--- MATERIAL FOR THE TASK Enclosed Below ---
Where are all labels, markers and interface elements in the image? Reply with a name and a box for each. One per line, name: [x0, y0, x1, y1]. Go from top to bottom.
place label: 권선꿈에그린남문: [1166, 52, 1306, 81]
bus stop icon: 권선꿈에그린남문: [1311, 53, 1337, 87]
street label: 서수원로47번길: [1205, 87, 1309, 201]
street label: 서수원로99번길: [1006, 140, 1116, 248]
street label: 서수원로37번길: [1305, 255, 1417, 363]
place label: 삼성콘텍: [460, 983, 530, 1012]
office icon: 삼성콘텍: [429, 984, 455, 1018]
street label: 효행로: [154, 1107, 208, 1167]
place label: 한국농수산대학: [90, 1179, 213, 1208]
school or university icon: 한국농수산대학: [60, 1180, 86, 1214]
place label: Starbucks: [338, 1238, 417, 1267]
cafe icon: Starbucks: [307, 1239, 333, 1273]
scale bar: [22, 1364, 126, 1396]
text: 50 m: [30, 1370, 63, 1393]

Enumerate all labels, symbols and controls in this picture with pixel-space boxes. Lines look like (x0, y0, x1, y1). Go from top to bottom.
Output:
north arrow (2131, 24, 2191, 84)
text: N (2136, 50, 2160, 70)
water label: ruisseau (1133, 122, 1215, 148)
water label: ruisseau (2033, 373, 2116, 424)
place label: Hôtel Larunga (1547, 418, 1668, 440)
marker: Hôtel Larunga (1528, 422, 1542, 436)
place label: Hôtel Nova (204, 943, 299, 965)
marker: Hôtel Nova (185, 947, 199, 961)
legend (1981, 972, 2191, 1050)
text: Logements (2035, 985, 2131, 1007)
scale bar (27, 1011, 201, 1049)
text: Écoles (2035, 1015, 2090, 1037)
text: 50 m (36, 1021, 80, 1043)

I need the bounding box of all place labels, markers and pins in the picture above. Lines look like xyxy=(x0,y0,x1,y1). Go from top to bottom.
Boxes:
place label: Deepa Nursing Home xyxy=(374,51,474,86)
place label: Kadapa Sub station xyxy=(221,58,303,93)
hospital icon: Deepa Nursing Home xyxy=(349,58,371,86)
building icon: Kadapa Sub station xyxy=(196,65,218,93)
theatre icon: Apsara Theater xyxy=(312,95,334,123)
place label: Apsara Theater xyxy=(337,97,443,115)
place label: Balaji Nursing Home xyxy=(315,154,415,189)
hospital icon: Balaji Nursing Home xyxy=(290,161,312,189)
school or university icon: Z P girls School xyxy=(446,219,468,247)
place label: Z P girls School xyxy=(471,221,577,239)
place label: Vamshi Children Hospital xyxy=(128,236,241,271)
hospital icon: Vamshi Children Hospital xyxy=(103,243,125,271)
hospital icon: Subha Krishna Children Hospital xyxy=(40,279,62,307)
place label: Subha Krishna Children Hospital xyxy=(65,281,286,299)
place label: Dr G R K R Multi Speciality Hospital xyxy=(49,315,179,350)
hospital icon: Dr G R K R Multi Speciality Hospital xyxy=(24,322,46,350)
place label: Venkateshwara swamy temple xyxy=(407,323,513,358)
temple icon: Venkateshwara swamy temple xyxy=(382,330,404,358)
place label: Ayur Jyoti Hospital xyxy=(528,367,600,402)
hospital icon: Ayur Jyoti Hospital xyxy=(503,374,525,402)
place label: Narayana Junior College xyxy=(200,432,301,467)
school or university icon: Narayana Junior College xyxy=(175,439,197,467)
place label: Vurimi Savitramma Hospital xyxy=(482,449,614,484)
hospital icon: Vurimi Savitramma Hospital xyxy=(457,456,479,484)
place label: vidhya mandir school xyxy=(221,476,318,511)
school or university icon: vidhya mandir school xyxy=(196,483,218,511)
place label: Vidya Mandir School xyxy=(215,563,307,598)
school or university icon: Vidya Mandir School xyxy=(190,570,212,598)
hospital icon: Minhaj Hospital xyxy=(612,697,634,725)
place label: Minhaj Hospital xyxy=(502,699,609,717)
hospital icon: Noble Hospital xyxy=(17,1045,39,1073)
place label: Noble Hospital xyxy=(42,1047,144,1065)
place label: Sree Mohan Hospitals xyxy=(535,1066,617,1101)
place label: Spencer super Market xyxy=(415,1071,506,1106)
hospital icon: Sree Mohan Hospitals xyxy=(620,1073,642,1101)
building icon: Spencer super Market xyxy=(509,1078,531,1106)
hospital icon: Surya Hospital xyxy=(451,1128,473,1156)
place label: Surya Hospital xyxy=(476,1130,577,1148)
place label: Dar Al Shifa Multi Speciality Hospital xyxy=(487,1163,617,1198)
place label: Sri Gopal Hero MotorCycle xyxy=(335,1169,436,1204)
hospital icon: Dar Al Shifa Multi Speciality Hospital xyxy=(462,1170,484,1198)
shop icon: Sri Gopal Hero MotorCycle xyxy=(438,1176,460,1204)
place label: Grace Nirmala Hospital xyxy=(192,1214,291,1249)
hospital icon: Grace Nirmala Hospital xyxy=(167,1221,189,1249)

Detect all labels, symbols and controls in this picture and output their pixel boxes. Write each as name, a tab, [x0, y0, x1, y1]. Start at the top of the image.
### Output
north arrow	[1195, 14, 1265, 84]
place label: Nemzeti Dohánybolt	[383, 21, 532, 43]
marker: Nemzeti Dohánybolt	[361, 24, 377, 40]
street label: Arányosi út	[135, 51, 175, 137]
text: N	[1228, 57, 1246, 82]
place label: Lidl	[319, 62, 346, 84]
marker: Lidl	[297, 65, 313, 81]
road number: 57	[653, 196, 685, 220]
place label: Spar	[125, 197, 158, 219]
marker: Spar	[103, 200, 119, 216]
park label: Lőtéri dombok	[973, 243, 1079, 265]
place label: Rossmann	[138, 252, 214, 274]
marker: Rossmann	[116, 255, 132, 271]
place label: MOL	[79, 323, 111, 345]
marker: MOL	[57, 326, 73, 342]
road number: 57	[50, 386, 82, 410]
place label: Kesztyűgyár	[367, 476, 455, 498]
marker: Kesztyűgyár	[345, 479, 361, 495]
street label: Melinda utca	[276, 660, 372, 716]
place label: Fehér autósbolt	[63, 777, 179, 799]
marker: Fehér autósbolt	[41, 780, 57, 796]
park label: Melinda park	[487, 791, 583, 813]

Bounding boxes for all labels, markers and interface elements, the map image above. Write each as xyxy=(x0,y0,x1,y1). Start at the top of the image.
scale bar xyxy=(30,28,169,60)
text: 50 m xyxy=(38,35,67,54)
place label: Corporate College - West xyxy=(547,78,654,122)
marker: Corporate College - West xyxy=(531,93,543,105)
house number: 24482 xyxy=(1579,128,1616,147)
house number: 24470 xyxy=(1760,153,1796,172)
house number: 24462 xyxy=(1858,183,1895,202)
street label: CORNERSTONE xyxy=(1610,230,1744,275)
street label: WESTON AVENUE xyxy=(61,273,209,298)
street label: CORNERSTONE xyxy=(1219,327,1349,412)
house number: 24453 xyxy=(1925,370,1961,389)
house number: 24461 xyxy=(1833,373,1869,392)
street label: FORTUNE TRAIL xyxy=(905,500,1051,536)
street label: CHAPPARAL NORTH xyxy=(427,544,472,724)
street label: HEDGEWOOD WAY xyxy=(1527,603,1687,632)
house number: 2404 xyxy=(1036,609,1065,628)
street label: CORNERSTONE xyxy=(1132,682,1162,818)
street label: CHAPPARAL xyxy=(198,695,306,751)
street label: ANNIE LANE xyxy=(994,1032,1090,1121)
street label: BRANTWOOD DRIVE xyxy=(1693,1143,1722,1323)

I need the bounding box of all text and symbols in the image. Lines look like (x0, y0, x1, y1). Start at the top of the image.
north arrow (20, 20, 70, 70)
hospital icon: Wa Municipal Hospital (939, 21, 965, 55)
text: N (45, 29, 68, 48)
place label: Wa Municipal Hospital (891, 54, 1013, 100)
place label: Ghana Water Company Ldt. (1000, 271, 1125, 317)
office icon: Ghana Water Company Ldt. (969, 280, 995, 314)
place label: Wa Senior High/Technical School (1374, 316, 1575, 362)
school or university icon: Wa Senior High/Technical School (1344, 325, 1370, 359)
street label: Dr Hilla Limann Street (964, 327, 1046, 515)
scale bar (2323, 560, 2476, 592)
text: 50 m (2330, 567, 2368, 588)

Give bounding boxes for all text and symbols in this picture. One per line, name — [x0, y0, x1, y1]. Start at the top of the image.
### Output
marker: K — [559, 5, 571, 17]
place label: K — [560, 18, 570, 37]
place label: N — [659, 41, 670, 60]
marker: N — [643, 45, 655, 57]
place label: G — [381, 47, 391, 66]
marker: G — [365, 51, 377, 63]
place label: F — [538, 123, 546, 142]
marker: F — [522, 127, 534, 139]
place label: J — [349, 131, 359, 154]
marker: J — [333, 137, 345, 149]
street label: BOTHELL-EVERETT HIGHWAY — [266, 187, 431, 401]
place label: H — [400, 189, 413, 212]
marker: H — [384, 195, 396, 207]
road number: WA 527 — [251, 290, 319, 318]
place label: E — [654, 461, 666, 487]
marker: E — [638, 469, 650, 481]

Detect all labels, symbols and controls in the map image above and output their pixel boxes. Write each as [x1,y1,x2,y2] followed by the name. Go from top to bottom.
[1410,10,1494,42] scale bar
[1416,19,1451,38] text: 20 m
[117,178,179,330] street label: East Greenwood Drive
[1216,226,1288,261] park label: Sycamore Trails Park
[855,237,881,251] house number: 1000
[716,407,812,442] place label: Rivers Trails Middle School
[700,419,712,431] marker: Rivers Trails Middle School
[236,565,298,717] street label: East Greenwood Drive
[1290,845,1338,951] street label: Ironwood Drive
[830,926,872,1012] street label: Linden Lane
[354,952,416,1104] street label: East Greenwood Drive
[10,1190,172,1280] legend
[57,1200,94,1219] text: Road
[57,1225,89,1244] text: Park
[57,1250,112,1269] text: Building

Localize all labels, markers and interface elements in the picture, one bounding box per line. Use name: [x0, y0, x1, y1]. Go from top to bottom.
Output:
--- End of Enclosed MATERIAL FOR THE TASK ---
[WHAT IS NEEDED]
Scan the preceding records for lines with the word "this". Say how many there are and nothing else.

[ANSWER]
3